Or, un pauvre diable d’étameur napolitain vint à la poissonnerie pour acheter son souper, et il s’approcha humblement d’une revendeuse pour lui marchander du poisson.

Au lieu de lui laisser une modeste petite friture pour quelques sous — ce qui eût été dans les prix ordinaires — la marchande eut la mauvaise pensée d’exploiter l’inexpérience du pauvre diable, en matière de fraîcheur du poisson et du prix qu’on peut y mettre raisonnablement ; de sorte qu’elle choisit un lot de pièces avariées et lui en demanda une somme relativement élevée.

L’étameur, très gêné, essaya de marchander ; il comptait et recomptait d’un air indécis les quelques sous de cuivre qu’il avait dans les mains. Mais la marchande né voulut pas démordre de ses prétentions, de sorte qu’elle exigeait la sortie d’une pièce blanche.

Le combat qui se livrait dans l’esprit de l’acheteur était visible, et la marchande le suivait d’un oeil d’observation malveillante, lorsqu’enfin rétameur parut prendre une décision définitive. Après de longues hésitations, il sortit une vieille bourse de cuir, en tira une pièce de cinq francs d’argent, et la tendit à la marchande. Celle-ci, persuadée qu’elle avait réussi à tromper son client, se hâta de la changer et de lui en rendre la monnaie, après s’être payée grassement de son poisson avarié.

Le marché terminé notre homme s’en alla.

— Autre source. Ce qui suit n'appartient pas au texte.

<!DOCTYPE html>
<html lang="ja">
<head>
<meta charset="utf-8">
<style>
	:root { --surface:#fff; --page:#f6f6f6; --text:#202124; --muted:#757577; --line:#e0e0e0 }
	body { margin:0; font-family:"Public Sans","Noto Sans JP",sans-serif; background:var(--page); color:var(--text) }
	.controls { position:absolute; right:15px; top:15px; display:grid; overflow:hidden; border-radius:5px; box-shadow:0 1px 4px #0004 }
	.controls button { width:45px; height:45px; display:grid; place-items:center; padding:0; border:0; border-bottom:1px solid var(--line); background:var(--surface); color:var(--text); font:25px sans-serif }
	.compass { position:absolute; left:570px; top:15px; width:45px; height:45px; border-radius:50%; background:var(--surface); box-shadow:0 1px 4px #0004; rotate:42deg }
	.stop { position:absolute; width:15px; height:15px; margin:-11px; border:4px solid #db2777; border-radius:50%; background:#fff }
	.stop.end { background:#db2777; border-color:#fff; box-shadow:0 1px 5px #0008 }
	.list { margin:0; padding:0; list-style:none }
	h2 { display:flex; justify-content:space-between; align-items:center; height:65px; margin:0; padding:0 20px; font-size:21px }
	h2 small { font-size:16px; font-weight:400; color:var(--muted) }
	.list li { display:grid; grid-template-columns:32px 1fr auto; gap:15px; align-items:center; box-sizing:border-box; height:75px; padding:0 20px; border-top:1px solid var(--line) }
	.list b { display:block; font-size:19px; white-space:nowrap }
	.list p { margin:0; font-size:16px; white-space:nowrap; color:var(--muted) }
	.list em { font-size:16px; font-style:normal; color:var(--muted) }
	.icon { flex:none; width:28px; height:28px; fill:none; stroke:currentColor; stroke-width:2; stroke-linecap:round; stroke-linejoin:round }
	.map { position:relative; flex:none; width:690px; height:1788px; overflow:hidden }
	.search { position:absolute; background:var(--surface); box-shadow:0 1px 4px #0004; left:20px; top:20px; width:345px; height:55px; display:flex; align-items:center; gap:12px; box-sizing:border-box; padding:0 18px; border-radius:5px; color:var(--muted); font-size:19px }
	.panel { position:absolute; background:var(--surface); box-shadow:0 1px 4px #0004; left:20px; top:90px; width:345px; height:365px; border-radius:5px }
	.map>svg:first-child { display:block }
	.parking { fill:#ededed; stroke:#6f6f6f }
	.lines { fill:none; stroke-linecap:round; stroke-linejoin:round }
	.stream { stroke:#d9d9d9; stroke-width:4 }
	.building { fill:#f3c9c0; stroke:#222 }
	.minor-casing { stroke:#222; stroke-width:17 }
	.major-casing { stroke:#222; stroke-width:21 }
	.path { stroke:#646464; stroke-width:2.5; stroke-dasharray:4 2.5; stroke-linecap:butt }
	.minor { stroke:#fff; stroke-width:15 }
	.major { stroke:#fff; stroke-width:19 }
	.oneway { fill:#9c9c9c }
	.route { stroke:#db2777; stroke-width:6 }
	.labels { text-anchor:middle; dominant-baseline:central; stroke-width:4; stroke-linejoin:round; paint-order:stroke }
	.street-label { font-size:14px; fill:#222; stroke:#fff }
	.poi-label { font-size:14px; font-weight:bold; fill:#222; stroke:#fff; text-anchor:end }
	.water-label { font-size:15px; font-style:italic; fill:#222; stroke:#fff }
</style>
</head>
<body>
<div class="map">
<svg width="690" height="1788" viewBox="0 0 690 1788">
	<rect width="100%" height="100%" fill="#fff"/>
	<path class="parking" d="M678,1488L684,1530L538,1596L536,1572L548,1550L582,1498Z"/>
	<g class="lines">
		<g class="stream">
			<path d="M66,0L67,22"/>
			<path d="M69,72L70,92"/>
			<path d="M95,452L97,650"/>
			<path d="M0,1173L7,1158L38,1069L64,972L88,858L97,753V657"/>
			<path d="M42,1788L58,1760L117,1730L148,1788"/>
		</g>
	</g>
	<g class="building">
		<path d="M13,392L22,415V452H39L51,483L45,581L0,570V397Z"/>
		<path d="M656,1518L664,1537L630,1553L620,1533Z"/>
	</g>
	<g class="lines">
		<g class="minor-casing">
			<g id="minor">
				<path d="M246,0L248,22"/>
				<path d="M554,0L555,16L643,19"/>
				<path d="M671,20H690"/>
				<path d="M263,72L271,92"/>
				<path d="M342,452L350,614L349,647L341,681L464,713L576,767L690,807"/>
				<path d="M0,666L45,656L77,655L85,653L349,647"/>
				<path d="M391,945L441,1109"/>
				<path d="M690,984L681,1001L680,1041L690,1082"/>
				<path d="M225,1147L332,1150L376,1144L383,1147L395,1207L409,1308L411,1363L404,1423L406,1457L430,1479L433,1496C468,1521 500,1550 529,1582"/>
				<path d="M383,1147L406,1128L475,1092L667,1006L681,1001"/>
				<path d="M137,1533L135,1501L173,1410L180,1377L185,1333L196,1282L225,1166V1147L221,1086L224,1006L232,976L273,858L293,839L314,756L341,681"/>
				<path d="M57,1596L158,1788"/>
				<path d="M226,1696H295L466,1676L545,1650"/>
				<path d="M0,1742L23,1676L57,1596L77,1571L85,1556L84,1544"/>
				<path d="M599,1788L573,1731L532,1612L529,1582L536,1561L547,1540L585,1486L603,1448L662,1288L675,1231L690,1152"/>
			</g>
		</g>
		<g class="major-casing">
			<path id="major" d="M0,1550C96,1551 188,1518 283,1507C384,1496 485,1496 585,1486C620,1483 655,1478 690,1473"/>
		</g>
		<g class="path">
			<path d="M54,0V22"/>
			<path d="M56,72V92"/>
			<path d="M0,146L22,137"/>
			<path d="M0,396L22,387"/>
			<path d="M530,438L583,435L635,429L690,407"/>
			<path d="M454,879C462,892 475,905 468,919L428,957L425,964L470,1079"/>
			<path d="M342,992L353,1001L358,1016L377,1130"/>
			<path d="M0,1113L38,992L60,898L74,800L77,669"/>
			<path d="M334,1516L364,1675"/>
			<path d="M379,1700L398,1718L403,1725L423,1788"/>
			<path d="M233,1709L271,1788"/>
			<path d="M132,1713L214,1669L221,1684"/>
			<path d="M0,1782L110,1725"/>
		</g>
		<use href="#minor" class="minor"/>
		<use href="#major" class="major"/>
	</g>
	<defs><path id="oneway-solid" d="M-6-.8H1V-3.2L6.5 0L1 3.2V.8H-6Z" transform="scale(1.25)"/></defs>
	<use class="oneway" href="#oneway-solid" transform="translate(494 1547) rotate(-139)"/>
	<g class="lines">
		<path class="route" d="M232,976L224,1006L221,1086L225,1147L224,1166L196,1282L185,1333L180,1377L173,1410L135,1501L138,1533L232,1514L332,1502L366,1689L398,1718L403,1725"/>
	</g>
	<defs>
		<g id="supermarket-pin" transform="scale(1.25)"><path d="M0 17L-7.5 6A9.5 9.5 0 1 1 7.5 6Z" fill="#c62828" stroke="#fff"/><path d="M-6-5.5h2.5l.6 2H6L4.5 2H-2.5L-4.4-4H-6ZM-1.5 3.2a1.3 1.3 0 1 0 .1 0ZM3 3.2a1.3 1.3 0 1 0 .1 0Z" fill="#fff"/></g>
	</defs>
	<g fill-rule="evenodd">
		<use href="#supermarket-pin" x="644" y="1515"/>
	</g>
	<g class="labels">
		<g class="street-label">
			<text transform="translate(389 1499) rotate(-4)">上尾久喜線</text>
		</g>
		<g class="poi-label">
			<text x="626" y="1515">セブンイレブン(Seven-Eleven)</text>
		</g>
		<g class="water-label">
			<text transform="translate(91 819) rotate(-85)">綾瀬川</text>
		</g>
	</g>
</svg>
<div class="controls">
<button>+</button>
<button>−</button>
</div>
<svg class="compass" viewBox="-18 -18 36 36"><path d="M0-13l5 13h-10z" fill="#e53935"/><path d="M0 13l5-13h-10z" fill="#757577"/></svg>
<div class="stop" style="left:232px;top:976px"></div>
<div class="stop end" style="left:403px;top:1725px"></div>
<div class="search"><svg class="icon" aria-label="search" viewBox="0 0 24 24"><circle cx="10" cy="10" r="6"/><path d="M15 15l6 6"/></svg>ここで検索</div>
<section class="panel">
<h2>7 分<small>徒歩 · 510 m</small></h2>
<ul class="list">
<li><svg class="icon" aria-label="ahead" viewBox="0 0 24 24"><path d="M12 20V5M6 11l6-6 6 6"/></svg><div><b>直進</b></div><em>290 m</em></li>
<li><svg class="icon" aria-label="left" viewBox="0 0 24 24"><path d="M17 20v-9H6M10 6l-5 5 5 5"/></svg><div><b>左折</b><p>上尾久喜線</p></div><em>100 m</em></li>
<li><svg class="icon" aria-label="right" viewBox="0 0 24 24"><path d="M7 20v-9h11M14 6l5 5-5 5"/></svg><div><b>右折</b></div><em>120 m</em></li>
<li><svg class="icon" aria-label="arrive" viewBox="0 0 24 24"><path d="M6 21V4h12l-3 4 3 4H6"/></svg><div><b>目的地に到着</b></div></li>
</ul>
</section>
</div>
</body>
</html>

La marchande l’accompagna de mille lardons qu’elle disait à mots couverts, pensant que l’étameur ne comprenait pas la portée de ses paroles. Mais à chaque plaisanterie, qui avait d’ailleurs le don de faire rire aux éclats les voisines, notre homme répondait entre ses dents d’un air sournois :

«  Es o cambio que t’espero ! — C’est au change que je t’attends ! »

En effet, le lendemain matin, notre marchande, qui avait bien ri du bon tour qu’elle croyait avoir joué à un naïf, sortit sa pièce blanche pour la montrer triomphalement à ses voisines et constata avec une douloureuse stupéfaction qu’elle était fausse.

On devine que les rieuses ne furent plus de son côté ; et elle comprit alors, à ses dépens, la portée de ces paroles jusque-là incomprises par elle : « Es o cambio que t’espero ! »

Bérenger Féraud

3 réflexions au sujet de « La poissonnière et l’étameur »

    stgib a dit:
    juin 27, 2014 à 7:52

    J’aime beaucoup la morale de cette histoire ! 🙂 Rira bien qui rira le dernier…

    Aimé par 1 personne

    blueedel a dit:
    juin 28, 2014 à 12:55

    Bien fait ! non mais 😉

    Aimé par 1 personne

    […] Source : La poissonnière et l’étameur […]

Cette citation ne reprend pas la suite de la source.